Como editor, passei os últimos dias vendo o mundo parar. Imagens fortes rodaram o globo: homens de terno abraçados, jogadores de joelhos, milhões de olhos vidrados em uma tela. Vi a dor sincera, desesperada, quase visceral, estampada no rosto de torcedores. Um deles, tão emocionado que parecia ter perdido tudo, arrancava os cabelos. Perdemos. Mas, na briga dos fatos contra a emoção, me perguntava: o que, de fato, se perdeu?

Deixo aqui o registro de um repórter veterano que já viu muita coisa. Não vi nenhum caixão coberto pela bandeira nacional. Não houve enterro, nem velório. Perdemos uma taça de metal dourado que enfeitará a sala de outro país. Ponto final.

E é aí que a crônica da nossa realidade se afina. Onde estavam essas lágrimas que agora molham os tapetes dos bares quando a liberdade de imprensa, que garanto a vocês todos os dias, é sufocada? Onde está a união nacional que víamos nas arquibancadas quando a educação vai para o buraco ou quando a fome volta a bater nos lares? Sinto um silêncio ensurdecedor nessas horas. A paixão que move montanhas no futebol parece se aposentar quando a própria casa ameaça pegar fogo.

Sou obrigado a confessar: antigamente, eu vibrava. A garganta doía, o coração disparava. Hoje, talvez pelo peso dos anos e das manchetes que escrevi, assisti impassível. Ganhar ou perder já não me toca. Aprendi, na marra da apuração diária, que amar o Brasil não é uma febre de noventa minutos. É um ato de resistência diário. É defender a história que contamos, a Constituição que juramos proteger e o direito do nosso povo de dormir com a porta aberta e a consciência tranquila.

Por algumas semanas, o espetáculo cumpriu seu papel.

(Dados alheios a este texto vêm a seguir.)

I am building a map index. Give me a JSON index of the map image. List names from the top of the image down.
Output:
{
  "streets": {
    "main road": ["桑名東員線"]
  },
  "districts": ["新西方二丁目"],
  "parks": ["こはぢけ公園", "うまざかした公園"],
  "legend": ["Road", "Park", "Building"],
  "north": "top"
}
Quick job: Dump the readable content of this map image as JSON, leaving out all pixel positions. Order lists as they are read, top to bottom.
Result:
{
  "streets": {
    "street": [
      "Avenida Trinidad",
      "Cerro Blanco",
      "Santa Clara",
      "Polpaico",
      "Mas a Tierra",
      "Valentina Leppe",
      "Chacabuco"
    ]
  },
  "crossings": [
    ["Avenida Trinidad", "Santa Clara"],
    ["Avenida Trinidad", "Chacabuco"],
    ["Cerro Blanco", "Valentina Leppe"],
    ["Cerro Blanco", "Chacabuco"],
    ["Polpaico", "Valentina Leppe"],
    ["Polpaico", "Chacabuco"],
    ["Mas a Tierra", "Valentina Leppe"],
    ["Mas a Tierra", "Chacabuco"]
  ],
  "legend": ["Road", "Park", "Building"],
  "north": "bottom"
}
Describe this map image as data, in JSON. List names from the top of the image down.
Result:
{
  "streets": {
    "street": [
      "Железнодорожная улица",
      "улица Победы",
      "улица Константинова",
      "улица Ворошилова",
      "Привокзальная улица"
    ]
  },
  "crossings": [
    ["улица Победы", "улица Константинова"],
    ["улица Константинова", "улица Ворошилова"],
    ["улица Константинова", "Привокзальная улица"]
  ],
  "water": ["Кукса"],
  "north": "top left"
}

Houve pão, cerveja barata e a feliz distração da crise. Mas o picadeiro já foi desmontado. As luzes se apagaram.

E a velha realidade, essa companheira chata e insistente, está aí, batendo à porta com a mesma fome de sempre. As dificuldades não sumiram num gol, nem vão se dissolver por causa de uma derrota.

No expediente de hoje, um dos nossos jovens repórteres comentou, com uma lucidez que me fez parar o café: “Se a gente gastasse metade da energia que gastamos discutindo escalação para defender o país, o Brasil seria uma potência.”

Ele tem toda a razão.

Que esses dias de comoção sirvam de lição. Já chega de arquibancada. Já chega de viver de emoções descartáveis, que vêm e vão como o vento. Hoje, ao fechar esta edição, convido vocês, leitores, a vestirem uma camisa que não tem número nas costas, mas tem o peso da nossa história. A camisa que não se tira no intervalo.

Porque troféus enchem estantes e viram notas de rodapé.
A liberdade, essa sim, constrói gerações inteiras, capítulo por capítulo.

E esta, meus caros, quando perdida, não se recupera nos pênaltis. Não há prorrogação que salve.